Berkovits shows just how intimate was the relationship between Abraham and God. In seemingly impossible circumstances, it was God who had blessed Abraham and Sarah with their son, Isaac. And Abraham, struggling with a demand he could not understand, was still able to trust God with the life of the child God had given him. Somehow Abraham came to discover that life and life with God are one and the same. As a consequence, he could not bring himself to choose survival. – his own survival and that of his son. – over life with God. He could not live apart from God.
Other stories in Genesis relate how Abraham’s trust in God had faltered. Remember that, out of fear of being killed if it were discovered that Sarah was his wife, he passed her off as his sister, not once, but twice, thereby allowing her to be taken as a concubine by a foreign king. He put Sarah in that terrible situation because he didn’t have sufficient trust in God.
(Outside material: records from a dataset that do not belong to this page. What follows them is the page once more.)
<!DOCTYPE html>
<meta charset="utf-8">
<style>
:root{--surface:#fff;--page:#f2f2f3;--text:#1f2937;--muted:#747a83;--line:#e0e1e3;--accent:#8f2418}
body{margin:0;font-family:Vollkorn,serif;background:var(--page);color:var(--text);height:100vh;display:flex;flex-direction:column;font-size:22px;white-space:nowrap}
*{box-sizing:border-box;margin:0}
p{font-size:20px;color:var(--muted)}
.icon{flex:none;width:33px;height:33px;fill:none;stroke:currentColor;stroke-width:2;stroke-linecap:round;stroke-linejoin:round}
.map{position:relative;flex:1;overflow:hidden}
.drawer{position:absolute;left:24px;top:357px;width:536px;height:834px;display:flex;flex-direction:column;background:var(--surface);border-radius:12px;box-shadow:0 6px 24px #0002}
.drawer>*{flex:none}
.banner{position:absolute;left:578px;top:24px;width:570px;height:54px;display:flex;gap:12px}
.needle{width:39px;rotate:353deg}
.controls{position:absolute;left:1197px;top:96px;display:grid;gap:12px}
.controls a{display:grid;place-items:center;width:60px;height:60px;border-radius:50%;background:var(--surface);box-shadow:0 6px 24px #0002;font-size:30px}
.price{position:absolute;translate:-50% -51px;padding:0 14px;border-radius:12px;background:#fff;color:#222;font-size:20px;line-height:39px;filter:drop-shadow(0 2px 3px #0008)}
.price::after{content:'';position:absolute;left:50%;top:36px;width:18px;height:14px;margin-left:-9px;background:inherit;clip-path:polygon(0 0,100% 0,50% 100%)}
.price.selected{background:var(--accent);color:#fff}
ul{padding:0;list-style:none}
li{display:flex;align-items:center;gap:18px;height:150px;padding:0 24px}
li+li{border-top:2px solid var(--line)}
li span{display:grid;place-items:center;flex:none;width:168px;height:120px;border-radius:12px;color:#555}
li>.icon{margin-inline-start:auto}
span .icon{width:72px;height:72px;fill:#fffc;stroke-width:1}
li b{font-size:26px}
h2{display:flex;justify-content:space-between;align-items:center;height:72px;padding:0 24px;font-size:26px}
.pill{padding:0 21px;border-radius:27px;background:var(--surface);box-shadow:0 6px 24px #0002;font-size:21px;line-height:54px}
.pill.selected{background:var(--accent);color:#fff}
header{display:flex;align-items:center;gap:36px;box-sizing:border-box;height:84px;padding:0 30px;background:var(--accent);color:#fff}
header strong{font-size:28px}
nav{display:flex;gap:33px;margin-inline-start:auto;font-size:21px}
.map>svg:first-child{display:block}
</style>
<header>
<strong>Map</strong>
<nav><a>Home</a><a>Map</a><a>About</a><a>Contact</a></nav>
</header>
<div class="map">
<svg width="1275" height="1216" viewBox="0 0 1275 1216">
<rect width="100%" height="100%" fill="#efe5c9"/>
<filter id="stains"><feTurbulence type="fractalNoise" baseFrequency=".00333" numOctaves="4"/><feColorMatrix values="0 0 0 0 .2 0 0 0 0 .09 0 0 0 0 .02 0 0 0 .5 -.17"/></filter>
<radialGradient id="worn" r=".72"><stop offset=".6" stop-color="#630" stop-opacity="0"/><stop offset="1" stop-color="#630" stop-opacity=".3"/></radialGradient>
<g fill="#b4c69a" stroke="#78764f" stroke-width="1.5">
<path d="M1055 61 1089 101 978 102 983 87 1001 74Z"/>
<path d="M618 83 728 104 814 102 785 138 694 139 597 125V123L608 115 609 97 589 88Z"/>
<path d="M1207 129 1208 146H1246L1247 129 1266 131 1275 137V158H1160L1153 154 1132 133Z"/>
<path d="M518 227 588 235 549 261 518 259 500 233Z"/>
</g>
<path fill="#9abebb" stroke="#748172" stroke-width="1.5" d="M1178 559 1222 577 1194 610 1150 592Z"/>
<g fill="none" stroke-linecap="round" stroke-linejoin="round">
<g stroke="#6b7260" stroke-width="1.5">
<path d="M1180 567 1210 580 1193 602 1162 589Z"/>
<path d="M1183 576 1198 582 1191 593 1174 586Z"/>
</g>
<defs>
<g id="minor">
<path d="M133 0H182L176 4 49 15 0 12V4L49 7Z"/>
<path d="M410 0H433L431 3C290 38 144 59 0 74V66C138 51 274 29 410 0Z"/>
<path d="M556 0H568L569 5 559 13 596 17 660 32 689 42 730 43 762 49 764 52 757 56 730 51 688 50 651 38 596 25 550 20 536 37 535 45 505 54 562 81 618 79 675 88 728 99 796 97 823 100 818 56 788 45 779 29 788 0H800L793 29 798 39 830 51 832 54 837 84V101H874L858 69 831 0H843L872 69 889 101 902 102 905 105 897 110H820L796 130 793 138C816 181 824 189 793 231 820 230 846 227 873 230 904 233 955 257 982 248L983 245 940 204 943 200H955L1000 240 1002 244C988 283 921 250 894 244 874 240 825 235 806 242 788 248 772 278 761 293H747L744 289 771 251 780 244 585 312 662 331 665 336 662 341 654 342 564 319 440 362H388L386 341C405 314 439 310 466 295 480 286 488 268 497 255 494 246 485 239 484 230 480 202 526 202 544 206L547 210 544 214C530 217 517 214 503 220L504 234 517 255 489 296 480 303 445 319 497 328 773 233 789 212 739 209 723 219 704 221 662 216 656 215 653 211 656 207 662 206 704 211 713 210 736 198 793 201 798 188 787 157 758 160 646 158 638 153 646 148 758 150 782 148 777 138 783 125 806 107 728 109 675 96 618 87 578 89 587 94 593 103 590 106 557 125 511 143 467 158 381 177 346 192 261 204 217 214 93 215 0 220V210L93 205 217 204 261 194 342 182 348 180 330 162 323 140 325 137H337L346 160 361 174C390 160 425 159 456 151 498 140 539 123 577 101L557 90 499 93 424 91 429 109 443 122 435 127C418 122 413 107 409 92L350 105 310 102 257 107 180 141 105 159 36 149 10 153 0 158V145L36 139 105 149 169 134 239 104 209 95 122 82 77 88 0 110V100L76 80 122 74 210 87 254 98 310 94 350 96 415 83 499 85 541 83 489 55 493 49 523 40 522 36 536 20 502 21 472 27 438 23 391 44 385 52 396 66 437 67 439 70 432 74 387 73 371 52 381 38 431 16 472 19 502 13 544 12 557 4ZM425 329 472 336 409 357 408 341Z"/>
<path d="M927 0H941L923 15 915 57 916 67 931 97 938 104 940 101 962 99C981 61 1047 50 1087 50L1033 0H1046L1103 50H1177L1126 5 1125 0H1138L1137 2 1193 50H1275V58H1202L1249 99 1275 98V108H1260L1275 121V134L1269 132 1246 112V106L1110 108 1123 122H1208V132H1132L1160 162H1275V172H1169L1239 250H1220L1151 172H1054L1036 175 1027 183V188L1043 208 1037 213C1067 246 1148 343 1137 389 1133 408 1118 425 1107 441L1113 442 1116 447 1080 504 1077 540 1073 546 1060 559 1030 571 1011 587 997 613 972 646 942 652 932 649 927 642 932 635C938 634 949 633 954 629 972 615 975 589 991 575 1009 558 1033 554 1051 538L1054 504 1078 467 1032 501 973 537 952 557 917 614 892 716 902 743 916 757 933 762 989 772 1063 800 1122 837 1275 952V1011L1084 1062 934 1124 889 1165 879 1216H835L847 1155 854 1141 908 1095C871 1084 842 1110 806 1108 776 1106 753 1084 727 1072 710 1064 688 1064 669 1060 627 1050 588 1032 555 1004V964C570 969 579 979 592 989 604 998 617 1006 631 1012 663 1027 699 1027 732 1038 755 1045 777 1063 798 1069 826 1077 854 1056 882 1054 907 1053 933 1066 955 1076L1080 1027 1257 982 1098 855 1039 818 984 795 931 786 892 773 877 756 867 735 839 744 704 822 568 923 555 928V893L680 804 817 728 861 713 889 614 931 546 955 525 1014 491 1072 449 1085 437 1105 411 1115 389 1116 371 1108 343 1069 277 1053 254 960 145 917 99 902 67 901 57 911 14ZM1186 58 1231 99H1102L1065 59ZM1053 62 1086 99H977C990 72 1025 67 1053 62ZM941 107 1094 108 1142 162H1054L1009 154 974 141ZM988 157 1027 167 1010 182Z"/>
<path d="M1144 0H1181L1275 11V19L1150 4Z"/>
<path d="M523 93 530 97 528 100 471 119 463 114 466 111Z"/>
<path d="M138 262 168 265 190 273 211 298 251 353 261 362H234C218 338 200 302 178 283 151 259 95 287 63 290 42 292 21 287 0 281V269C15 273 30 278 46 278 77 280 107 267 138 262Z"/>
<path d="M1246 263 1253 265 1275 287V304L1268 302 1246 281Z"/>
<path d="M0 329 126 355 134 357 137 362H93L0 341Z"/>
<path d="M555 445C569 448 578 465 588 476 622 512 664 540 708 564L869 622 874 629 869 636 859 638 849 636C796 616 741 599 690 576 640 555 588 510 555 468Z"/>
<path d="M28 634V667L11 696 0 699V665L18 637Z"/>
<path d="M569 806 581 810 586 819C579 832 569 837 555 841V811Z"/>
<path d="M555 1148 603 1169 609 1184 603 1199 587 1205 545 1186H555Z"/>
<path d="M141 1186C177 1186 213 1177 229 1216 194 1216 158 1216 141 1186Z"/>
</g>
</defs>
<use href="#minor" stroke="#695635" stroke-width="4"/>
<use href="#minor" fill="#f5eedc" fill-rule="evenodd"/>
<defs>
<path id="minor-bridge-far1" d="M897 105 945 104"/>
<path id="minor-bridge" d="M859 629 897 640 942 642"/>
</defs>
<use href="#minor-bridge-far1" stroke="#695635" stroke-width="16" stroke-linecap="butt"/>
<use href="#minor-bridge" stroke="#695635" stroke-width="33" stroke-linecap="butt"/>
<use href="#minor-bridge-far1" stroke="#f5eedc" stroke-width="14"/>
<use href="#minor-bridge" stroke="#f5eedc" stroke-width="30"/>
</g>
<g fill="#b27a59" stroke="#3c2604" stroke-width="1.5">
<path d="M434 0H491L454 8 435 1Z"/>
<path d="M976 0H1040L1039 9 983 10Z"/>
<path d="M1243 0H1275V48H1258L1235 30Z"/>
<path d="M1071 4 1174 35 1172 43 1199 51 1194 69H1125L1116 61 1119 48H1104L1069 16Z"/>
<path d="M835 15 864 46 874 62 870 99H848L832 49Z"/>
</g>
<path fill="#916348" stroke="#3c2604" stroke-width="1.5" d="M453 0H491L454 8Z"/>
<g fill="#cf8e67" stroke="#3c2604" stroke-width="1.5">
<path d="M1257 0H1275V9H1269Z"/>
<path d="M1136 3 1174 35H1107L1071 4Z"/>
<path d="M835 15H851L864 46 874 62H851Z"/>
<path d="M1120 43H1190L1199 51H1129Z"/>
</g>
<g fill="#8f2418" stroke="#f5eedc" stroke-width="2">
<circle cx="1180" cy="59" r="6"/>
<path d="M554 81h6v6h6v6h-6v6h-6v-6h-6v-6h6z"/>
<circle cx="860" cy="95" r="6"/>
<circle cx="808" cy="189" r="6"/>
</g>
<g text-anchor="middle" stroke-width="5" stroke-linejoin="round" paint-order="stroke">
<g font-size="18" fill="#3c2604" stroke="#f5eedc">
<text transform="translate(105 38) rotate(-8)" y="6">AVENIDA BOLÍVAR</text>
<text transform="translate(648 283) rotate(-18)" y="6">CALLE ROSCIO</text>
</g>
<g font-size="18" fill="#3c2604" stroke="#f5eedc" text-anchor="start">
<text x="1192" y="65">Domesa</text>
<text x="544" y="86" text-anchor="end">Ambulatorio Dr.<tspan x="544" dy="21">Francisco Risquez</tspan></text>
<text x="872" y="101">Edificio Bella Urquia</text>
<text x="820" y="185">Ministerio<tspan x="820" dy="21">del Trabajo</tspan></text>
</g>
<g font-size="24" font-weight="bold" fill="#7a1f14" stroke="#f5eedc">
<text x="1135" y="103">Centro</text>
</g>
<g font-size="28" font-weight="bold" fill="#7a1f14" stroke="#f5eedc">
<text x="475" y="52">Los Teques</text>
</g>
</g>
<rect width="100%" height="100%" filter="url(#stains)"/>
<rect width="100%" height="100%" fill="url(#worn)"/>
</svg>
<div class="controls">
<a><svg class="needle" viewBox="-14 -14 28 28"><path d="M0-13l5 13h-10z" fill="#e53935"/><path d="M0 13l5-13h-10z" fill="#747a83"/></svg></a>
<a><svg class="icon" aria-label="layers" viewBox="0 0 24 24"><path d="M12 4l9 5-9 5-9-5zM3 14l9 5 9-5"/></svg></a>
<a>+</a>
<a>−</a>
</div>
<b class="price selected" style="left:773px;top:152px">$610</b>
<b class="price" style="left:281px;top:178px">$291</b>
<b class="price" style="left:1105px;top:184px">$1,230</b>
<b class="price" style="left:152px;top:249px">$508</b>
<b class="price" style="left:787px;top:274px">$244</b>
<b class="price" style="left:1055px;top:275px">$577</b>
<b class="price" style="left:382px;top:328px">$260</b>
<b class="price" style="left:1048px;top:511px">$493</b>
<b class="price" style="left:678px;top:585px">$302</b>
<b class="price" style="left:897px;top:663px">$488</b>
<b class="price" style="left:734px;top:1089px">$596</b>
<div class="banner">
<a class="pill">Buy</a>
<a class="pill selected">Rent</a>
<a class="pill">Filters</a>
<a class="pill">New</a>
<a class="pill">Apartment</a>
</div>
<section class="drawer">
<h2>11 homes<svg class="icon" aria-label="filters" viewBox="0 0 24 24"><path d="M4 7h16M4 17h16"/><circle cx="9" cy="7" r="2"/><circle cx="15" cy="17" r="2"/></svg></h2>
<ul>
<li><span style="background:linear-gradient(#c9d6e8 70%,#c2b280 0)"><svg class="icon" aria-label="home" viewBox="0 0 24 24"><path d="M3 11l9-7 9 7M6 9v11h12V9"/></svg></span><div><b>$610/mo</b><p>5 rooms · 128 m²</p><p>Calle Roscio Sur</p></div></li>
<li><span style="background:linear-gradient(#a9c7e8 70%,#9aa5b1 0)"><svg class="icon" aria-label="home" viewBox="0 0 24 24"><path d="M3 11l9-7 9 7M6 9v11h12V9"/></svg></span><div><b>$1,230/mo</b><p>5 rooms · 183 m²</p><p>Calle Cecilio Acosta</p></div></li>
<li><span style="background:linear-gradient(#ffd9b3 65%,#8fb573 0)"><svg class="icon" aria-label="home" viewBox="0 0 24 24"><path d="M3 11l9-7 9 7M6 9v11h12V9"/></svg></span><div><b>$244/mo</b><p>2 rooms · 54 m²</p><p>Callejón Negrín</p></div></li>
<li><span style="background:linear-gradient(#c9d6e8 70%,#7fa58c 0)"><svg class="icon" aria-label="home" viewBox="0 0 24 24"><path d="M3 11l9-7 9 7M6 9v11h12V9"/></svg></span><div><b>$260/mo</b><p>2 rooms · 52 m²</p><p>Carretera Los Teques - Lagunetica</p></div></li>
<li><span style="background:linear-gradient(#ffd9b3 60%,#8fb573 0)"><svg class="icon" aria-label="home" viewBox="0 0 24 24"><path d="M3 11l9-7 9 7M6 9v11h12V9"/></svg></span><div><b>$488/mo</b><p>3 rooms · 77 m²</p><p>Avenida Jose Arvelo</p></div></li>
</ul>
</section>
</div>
The message of the Abraham saga is that God has chosen to establish a mutual trust relationship with us human beings. We know that trusting other humans makes us vulnerable. We can be deeply hurt when trust is betrayed. Trusting God can also make us feel vulnerable. Still, God has chosen to relate to us and our world through trust. The life, death and resurrection of Jesus testifies to his trust in God and God’s trust in him, and, by extension, in us his brothers and sisters. Trusting in God can hurt like hell; it can also be bewildering. Jesus assures us that it will eventually take us into the arms of God. Can we put our trust in him?